RADLAB Seminar

NASA Cyclone Global Navigation Satellite System (CYGNSS) Earth Venture Mission

Chris RufProfessorUniversity of Michigan

Chris Ruf is currently Professor of Atmospheric Science and Electrical Engneering at the University of Michigan. He has worked previously at Intel Corporation, Hughes Space and Communication, the NASA Jet Propulsion Laboratory, and Penn State University. He is Principal Investigator of the NASA CYGNSS Mission. Dr. Ruf has been involved in microwave remote sensing for 33+ years, with a research emphasis on spaceborne microwave sensor design and calibration and the development and validation of ocean and atmosphere geophysical retrieval algorithms. He has contributed to the science, cal/val and engineering teams for TOPEX, GeoSat Follow On, Jason-1, SMOS, WindSat, Aquarius, GPM, SMAP and Juno. Prof. Ruf is a Fellow of the IEEE and former Editor-in-Chief of the Transactions on Geoscience and Remote Sensing. He has been the recipient of four NASA Certificates of Recognition and seven NASA Group Achievement Awards, as well as the 1997 IEEE TGRS Best Paper Award, the 1999 IEEE Resnik Technical Field Award, the 2006 IGARSS Best Paper Award, and the 2014 IEEE GRSS Outstanding Service Award.
The NASA Cyclone Global Navigation Satellite System (CYGNSS) is a spaceborne mission successfully launched on December 15, 2016 with a goal to study tropical cyclone (TC) inner core processes. CYGNSS attempts to resolve one of the principle deficiencies with current TC intensity forecasts, which lies in inadequate observations and modeling of the inner core. The inadequacy in observations results from two causes: 1) Much of the inner core ocean surface is obscured from conventional remote sensing instruments by intense precipitation in the eye wall and inner rain bands. 2) The rapidly evolving (genesis and intensification) stages of the TC life cycle are poorly sampled in time by conventional polar-orbiting, wide-swath surface wind imagers. CYGNSS address these limitations by combining the all-weather performance of GNSS bistatic ocean surface scatterometry with the sampling properties of a constellation of satellites.

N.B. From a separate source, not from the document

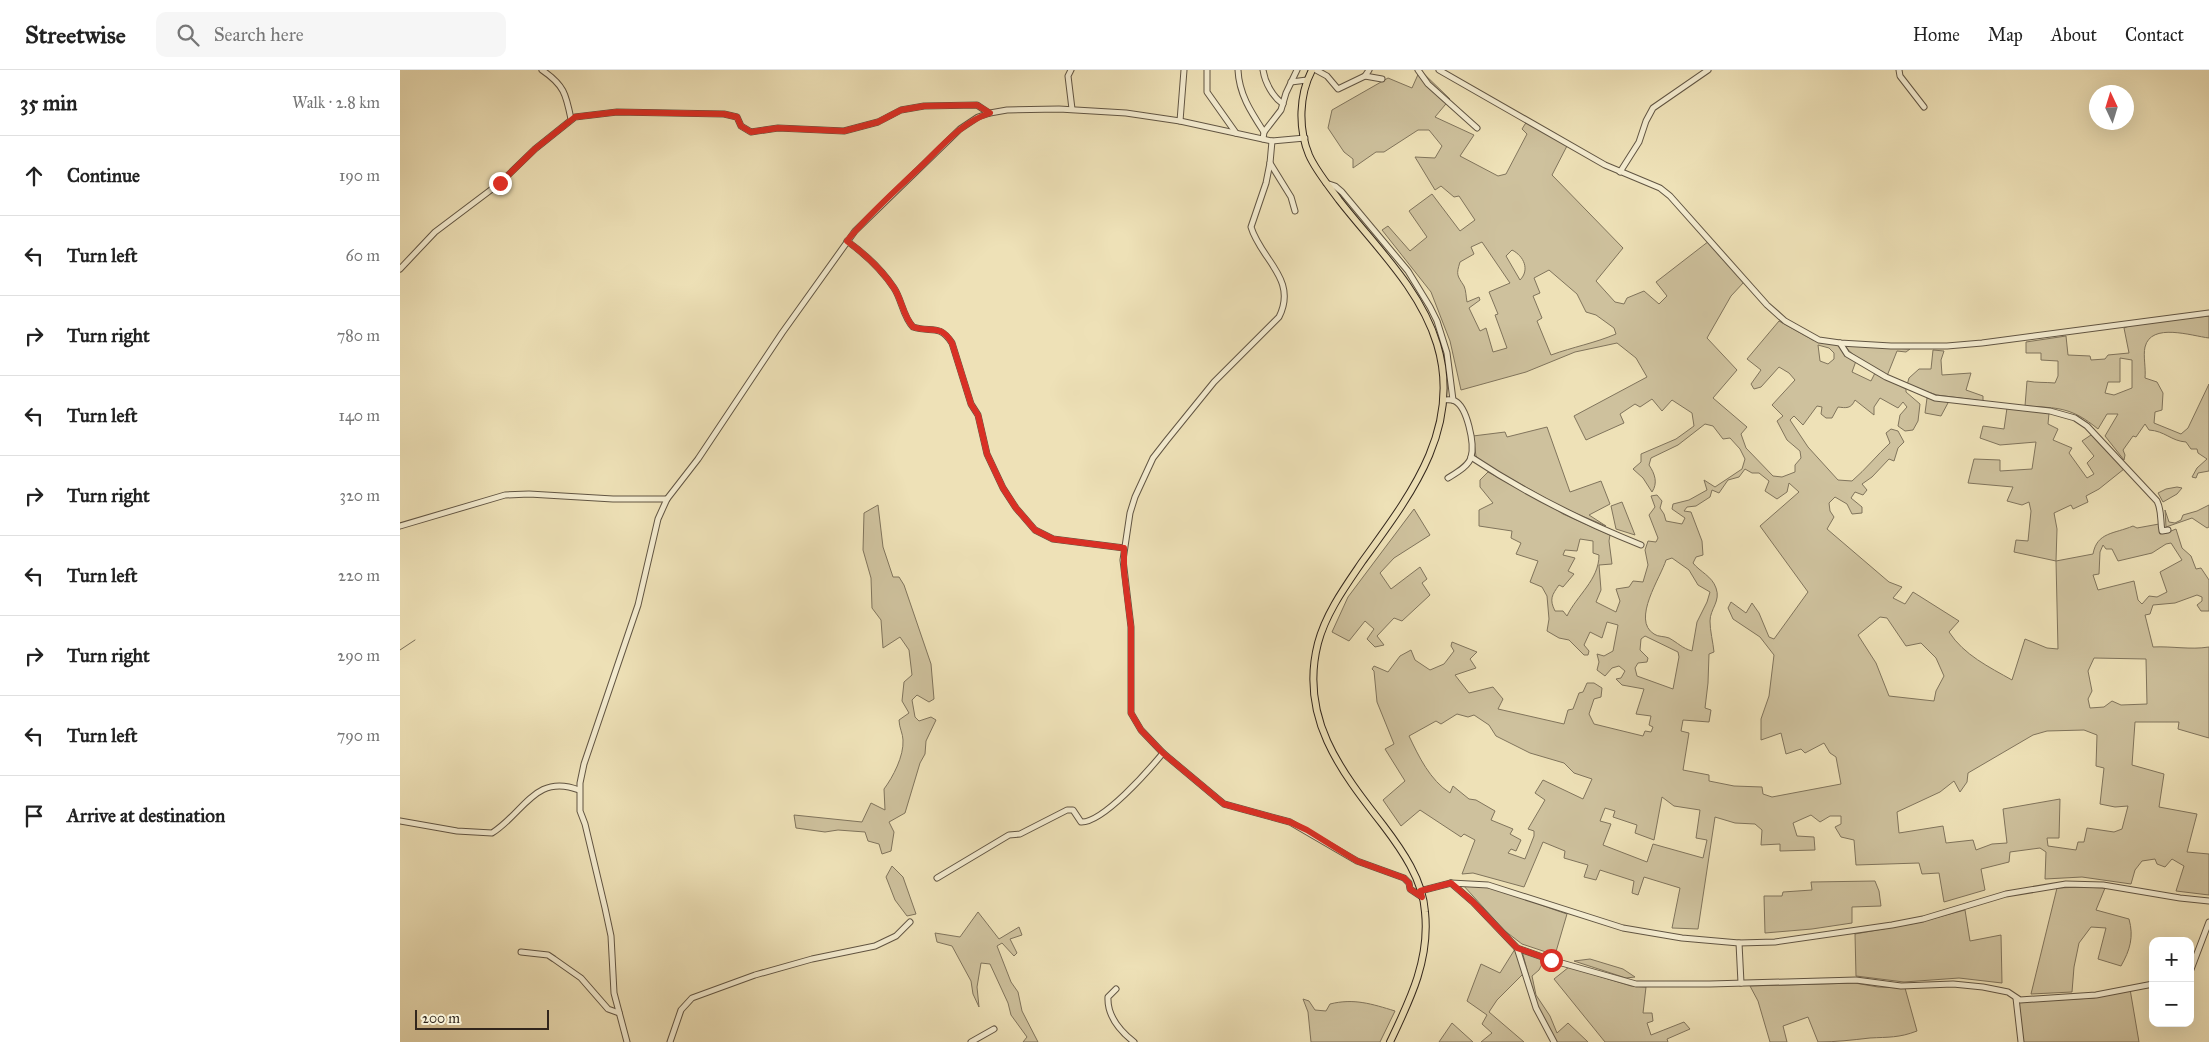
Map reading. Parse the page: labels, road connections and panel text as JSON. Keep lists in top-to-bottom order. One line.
{"scale_bar":"200 m","north":"top","page":{"header":"Streetwise","search":"Search here","nav":["Home","Map","About","Contact"],"heading":["35 min","Walk · 2.8 km"],"list":[["Continue","190 m"],["Turn left","60 m"],["Turn right","780 m"],["Turn left","140 m"],["Turn right","320 m"],["Turn left","220 m"],["Turn right","290 m"],["Turn left","790 m"],"Arrive at destination"],"map_buttons":["+","−"],"scale":"200 m"}}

The CYGNSS constellation is comprised of 8 observatories in 510 km circular orbits at a common inclination angle of 35Â °~. Each observatory contains a Delay Doppler Mapping Instrument (DDMI) which consists of a multi-channel GPS receiver, a low gain zenith antenna and two high gain nadir antennas. Each DDMI measures simultaneous specular scattered signals from the 4 GPS transmitters with the highest probable signal-to-noise ratio. CYGNSS measurements of bistatic radar cross section of the ocean can be related to the near surface wind speed, in a manner roughly analogous to that of conventional ocean scatterometers and altimeters. CYGNSS has spatial and temporal sampling properties that are different from conventional wide-swath polar imagers. Spatial sampling is marked by 32 simultaneous single pixel 'swaths' that are 25 km wide and, typically, 100s of km long. The temporal sampling is best described by a probability distribution of the revisit time, with a median and mean values of ~3 and ~7 hours, respectively.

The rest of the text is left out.